====== RECORDS FOR THE EXERCISE
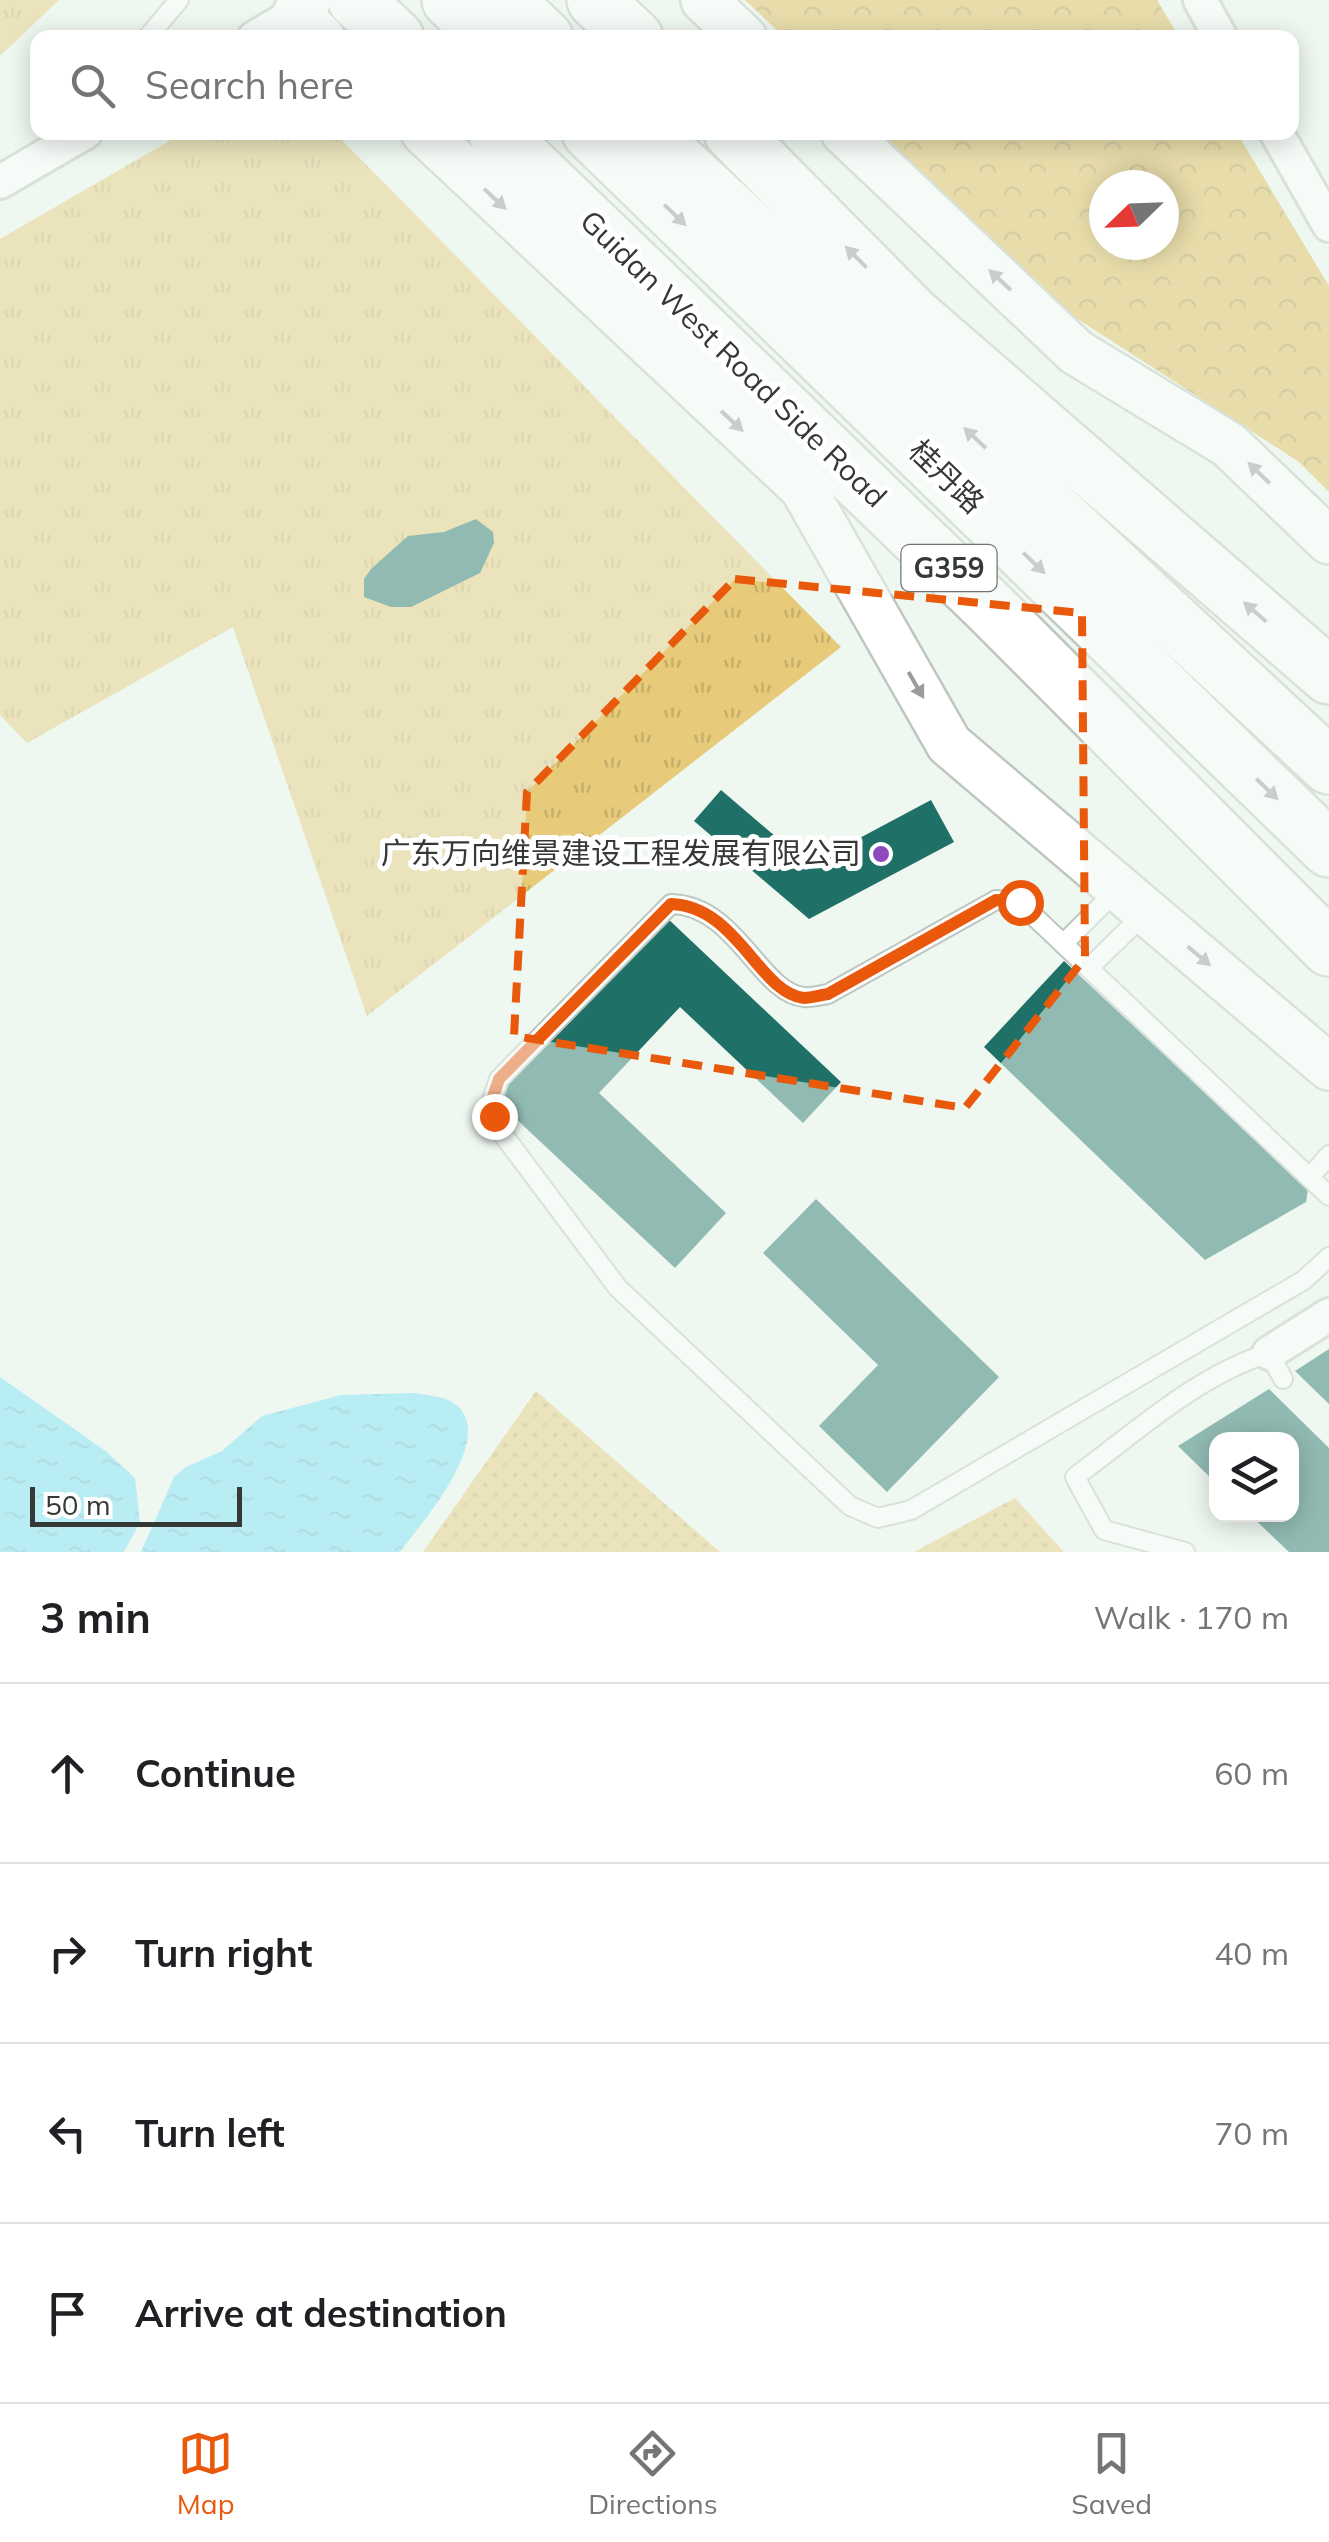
<!DOCTYPE html>
<meta charset="utf-8">
<style>
:root{--surface:#fff;--page:#f6f6f6;--text:#202124;--muted:#757577;--line:#e0e0e0;--accent:#ea580c}
body{margin:0;font-family:Mulish,"Noto Sans SC",sans-serif;background:var(--page);color:var(--text)}
.controls{position:absolute;right:30px;bottom:30px;display:grid;overflow:hidden;border-radius:20px;box-shadow:0 5px 25px #0003}
.controls button{width:90px;height:90px;display:grid;place-items:center;padding:0;border:0;border-bottom:2px solid var(--line);background:var(--surface);color:var(--text);font:50px sans-serif}
.compass{position:absolute;left:1089px;top:170px;width:90px;height:90px;border-radius:50%;background:var(--surface);box-shadow:0 5px 25px #0003;rotate:247deg}
.scale{position:absolute;left:30px;bottom:25px;width:212px;box-sizing:border-box;padding-left:10px;border:5px solid #353936;border-top:0;font-size:28px;line-height:35px;white-space:nowrap;color:#353936;-webkit-text-stroke:8px #fff;paint-order:stroke}
.stop{position:absolute;width:30px;height:30px;margin:-22px;border:8px solid #ea580c;border-radius:50%;background:#fff}
.stop.end{background:#ea580c;border-color:#fff;box-shadow:0 2px 10px #0008}
.list{margin:0;padding:0;list-style:none}
h2{display:flex;justify-content:space-between;align-items:center;height:130px;margin:0;padding:0 40px;font-size:42px}
h2 small{font-size:32px;font-weight:400;color:var(--muted)}
.list li{display:grid;grid-template-columns:65px 1fr auto;gap:30px;align-items:center;box-sizing:border-box;height:180px;padding:0 40px;border-top:2px solid var(--line)}
.list b{display:block;font-size:38px;white-space:nowrap}
.list em{font-size:32px;font-style:normal;color:var(--muted)}
.icon{flex:none;width:55px;height:55px;fill:none;stroke:currentColor;stroke-width:2;stroke-linecap:round;stroke-linejoin:round}
.map{position:relative;flex:none;width:1329px;height:1552px;overflow:hidden}
.search{position:absolute;background:var(--surface);box-shadow:0 5px 25px #0003;left:30px;right:30px;top:30px;height:110px;display:flex;align-items:center;gap:25px;box-sizing:border-box;padding:0 35px;border-radius:20px;color:var(--muted);font-size:38px}
.sheet{height:850px;background:var(--surface)}
nav{display:flex;justify-content:space-around;align-items:center;box-sizing:border-box;height:140px;border-top:2px solid var(--line);background:var(--surface);font-size:28px;color:var(--muted)}
nav a{display:grid;justify-items:center;gap:5px}
nav .on{color:var(--accent)}
.map>svg:first-child{display:block}
.grass{fill:url(#grass-dots)}
.forest{fill:url(#forest-crowns);fill-rule:evenodd}
.park{fill:url(#park-tufts)}
.water{fill:url(#water-ripples)}
.building{fill:#1f7066}
.lines{fill:none;stroke-linecap:round;stroke-linejoin:round}
.lane-casing{stroke:#bec6c0;stroke-width:22}
.street-casing{stroke:#bec6c0;stroke-width:38}
.secondary-casing{stroke:#bec6c0;stroke-width:50}
.highway-casing{stroke:#bec6c0;stroke-width:60}
.lane{stroke:#fff;stroke-width:18}
.street{stroke:#fff;stroke-width:32}
.secondary{stroke:#fff;stroke-width:45}
.highway{stroke:#fff;stroke-width:55}
.oneway{fill:#9a9c9a}
.route{stroke:#ea580c;stroke-width:12}
.marked{fill:none;stroke:#e8590c;stroke-width:8;stroke-dasharray:20 12;stroke-linejoin:round}
.poi-dot{fill:#8e4bbf;stroke:#fff;stroke-width:4}
.labels{text-anchor:middle;stroke-width:10;stroke-linejoin:round;paint-order:stroke}
.shield{fill:#fff;stroke:#727472;stroke-width:2.5}
.shield-label{font-size:28px;font-weight:bold;fill:#353936}
.street-label{font-size:30px;fill:#353936;stroke:#fff}
.poi-label{font-size:30px;fill:#353936;stroke:#fff;text-anchor:end}
</style>
<div class="map">
<svg width="1329" height="1552" viewBox="0 0 1329 1552">
<defs>
<pattern id="grass-dots" width="8" height="8" patternUnits="userSpaceOnUse" patternTransform="scale(2.5)"><rect width="8" height="8" fill="#e7cb7a"/><path d="M2 2h.1M6 6h.1" fill="none" stroke="#c7af6a" stroke-width="1.8" stroke-linecap="round"/></pattern>
<pattern id="forest-crowns" width="20" height="18" patternUnits="userSpaceOnUse" patternTransform="scale(2.5)"><rect width="20" height="18" fill="#e0bd55"/><path d="M2 6a3 3 0 1 1 6 0M12 15a3 3 0 1 1 6 0" fill="none" stroke="#b69b47"/></pattern>
<pattern id="park-tufts" width="24" height="20" patternUnits="userSpaceOnUse" patternTransform="scale(2.5)"><rect width="24" height="20" fill="#e7cb7a"/><path d="M3 7l-1-3M5 7V3M7 7l1-3M15 17l-1-3M17 17v-4M19 17l1-3" fill="none" stroke="#c7af6a"/></pattern>
<pattern id="water-ripples" width="26" height="14" patternUnits="userSpaceOnUse" patternTransform="scale(2.5)"><rect width="26" height="14" fill="#77dff8"/><path d="M2 4q2-2 4 0t4 0M15 11q2-2 4 0t4 0" fill="none" stroke="#68c0d5"/></pattern>
</defs>
<rect width="100%" height="100%" fill="#eef7f0"/>
<path class="grass" d="M536,1391L720,1552H423Z
M1015,1498L1064,1552H914Z"/>
<path class="forest" d="M745,0H1157L1179,37H784Z
M881,133H1237L1329,286V492L1299,462L1062,309ZM1104,185H1164V245H1104Z"/>
<path class="park" d="M0,0H59L0,56Z
M183,133H335L841,647L367,1016L233,627L27,743L0,715V239Z"/>
<path class="water" d="M0,1377L107,1452L135,1478L140,1522L124,1552H0Z
M415,1393C425,1395 437,1396 446,1399C508,1426 422,1522 400,1552H141L174,1477L186,1467L222,1451L262,1416L341,1395Z"/>
<path class="building" d="M476,519L493,532L494,543L480,573L411,607H391L364,597V579L371,569L408,536L444,532Z
M721,790L809,865L931,800L954,842L809,919L694,821Z
M666,917L841,1082L803,1123L680,1007L599,1093L726,1213L675,1268L495,1099Z
M1064,961L1308,1189L1306,1202L1205,1260L984,1047Z
M816,1199L999,1377L887,1492L819,1426L878,1365L763,1253Z
M1329,1349V1404L1295,1371Z
M1269,1389L1329,1448V1552H1289L1249,1514H1292V1440H1216V1483L1178,1446Z"/>
<g class="lines">
<g class="lane-casing">
<path id="lane" d="M147,38L179,0
M1063,944L1119,888
M1089,968L1146,912
M1311,1176L1329,1155
M1329,1196L1019,902L996,900L828,994C821,995 811,998 804,997C760,993 736,905 671,904L499,1079L492,1100L501,1132L618,1288L850,1506L878,1518L911,1510L1304,1280L1329,1257
M1185,1552L1104,1530L1075,1477C1136,1432 1196,1376 1269,1353L1283,1379"/>
</g>
<g class="street-casing">
<path id="street" d="M1200,0L1221,38
M254,38L296,13
M1276,132L1329,225
M0,182L86,132
M1269,1353L1329,1315"/>
</g>
<g class="secondary-casing">
<path id="secondary" d="M308,0L296,13L322,38
M704,0L744,38
M424,132L803,488L949,744L1329,1067
M844,132L1076,352L1229,445L1329,541"/>
</g>
<g class="highway-casing">
<path id="highway" d="M356,0L396,38
M450,0L490,38
M505,0L545,38
M595,0L635,38
M496,132L988,606L1329,948
M590,132L1329,849
M646,132L1329,766
M732,132L914,316L1329,676"/>
</g>
<use href="#lane" class="lane"/>
<use href="#street" class="street"/>
<use href="#secondary" class="secondary"/>
<use href="#highway" class="highway"/>
</g>
<defs><path id="oneway-solid" d="M-6-.8H1V-3.2L6.5 0L1 3.2V.8H-6Z" transform="scale(2.5)"/></defs>
<g class="oneway">
<use href="#oneway-solid" transform="translate(495 199) rotate(43)"/>
<use href="#oneway-solid" transform="translate(675 215) rotate(44)"/>
<use href="#oneway-solid" transform="translate(856 257) rotate(-135)"/>
<use href="#oneway-solid" transform="translate(1000 280) rotate(-137)"/>
<use href="#oneway-solid" transform="translate(732 421) rotate(43)"/>
<use href="#oneway-solid" transform="translate(975 438) rotate(-137)"/>
<use href="#oneway-solid" transform="translate(1259 473) rotate(-136)"/>
<use href="#oneway-solid" transform="translate(1034 563) rotate(44)"/>
<use href="#oneway-solid" transform="translate(1255 612) rotate(-139)"/>
<use href="#oneway-solid" transform="translate(916 685) rotate(60)"/>
<use href="#oneway-solid" transform="translate(1267 789) rotate(44)"/>
<use href="#oneway-solid" transform="translate(1199 956) rotate(40)"/>
</g>
<g class="lines">
<path class="route" d="M494,1116L492,1100L499,1079L671,904C737,906 759,993 804,998C811,998 821,995 828,994L996,900L1020,902"/>
</g>
<path d="M0 0H1329V1552H0ZM735,579L1082,613L1085,958L965,1108L514,1036L527,792Z" fill="#eef7f0" fill-opacity=".55" fill-rule="evenodd"/>
<path class="marked" d="M735,579L1082,613L1085,958L965,1108L514,1036L527,792Z"/>
<circle class="poi-dot" cx="881" cy="854" r="10"/>
<g class="labels">
<rect class="shield" x="901.5" y="545" width="95" height="46" rx="8"/>
<g class="shield-label">
<text x="949" y="578">G359</text>
</g>
<g class="street-label">
<text transform="translate(733 359) rotate(44)" y="10">Guidan West Road Side Road</text>
<text transform="translate(946 477) rotate(44)" y="10">桂丹路</text>
</g>
<g class="poi-label">
<text x="861" y="864">广东万向维景建设工程发展有限公司</text>
</g>
</g>
</svg>
<div class="controls">
<button><svg class="icon" aria-label="layers" viewBox="0 0 24 24"><path d="M12 4l9 5-9 5-9-5zM3 14l9 5 9-5"/></svg></button>
</div>
<svg class="compass" viewBox="-18 -18 36 36"><path d="M0-13l5 13h-10z" fill="#e53935"/><path d="M0 13l5-13h-10z" fill="#757577"/></svg>
<div class="scale">50 m</div>
<div class="stop" style="left:1020px;top:902px"></div>
<div class="stop end" style="left:494px;top:1116px"></div>
<div class="search"><svg class="icon" aria-label="search" viewBox="0 0 24 24"><circle cx="10" cy="10" r="6"/><path d="M15 15l6 6"/></svg>Search here</div>
</div>
<section class="sheet">
<h2>3 min<small>Walk · 170 m</small></h2>
<ul class="list">
<li><svg class="icon" aria-label="ahead" viewBox="0 0 24 24"><path d="M12 20V5M6 11l6-6 6 6"/></svg><div><b>Continue</b></div><em>60 m</em></li>
<li><svg class="icon" aria-label="right" viewBox="0 0 24 24"><path d="M7 20v-9h11M14 6l5 5-5 5"/></svg><div><b>Turn right</b></div><em>40 m</em></li>
<li><svg class="icon" aria-label="left" viewBox="0 0 24 24"><path d="M17 20v-9H6M10 6l-5 5 5 5"/></svg><div><b>Turn left</b></div><em>70 m</em></li>
<li><svg class="icon" aria-label="arrive" viewBox="0 0 24 24"><path d="M6 21V4h12l-3 4 3 4H6"/></svg><div><b>Arrive at destination</b></div></li>
</ul>
</section>
<nav>
<a class="on"><svg class="icon" aria-label="map" viewBox="0 0 24 24"><path d="M3 6l6-2 6 2 6-2v14l-6 2-6-2-6 2zM9 4v14M15 6v14"/></svg>Map</a>
<a><svg class="icon" aria-label="directions" viewBox="0 0 24 24"><path d="M12 3l9 9-9 9-9-9zM9 14v-3h6M13 9l2 2-2 2"/></svg>Directions</a>
<a><svg class="icon" aria-label="saved" viewBox="0 0 24 24"><path d="M7 4h10v16l-5-4-5 4z"/></svg>Saved</a>
</nav>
============
WHAT IS BEING ASKED
Lines holding "circle": copy each one from the records above.

SOLUTION TO THE PROBLEM
<circle class="poi-dot" cx="881" cy="854" r="10"/>
<div class="search"><svg class="icon" aria-label="search" viewBox="0 0 24 24"><circle cx="10" cy="10" r="6"/><path d="M15 15l6 6"/></svg>Search here</div>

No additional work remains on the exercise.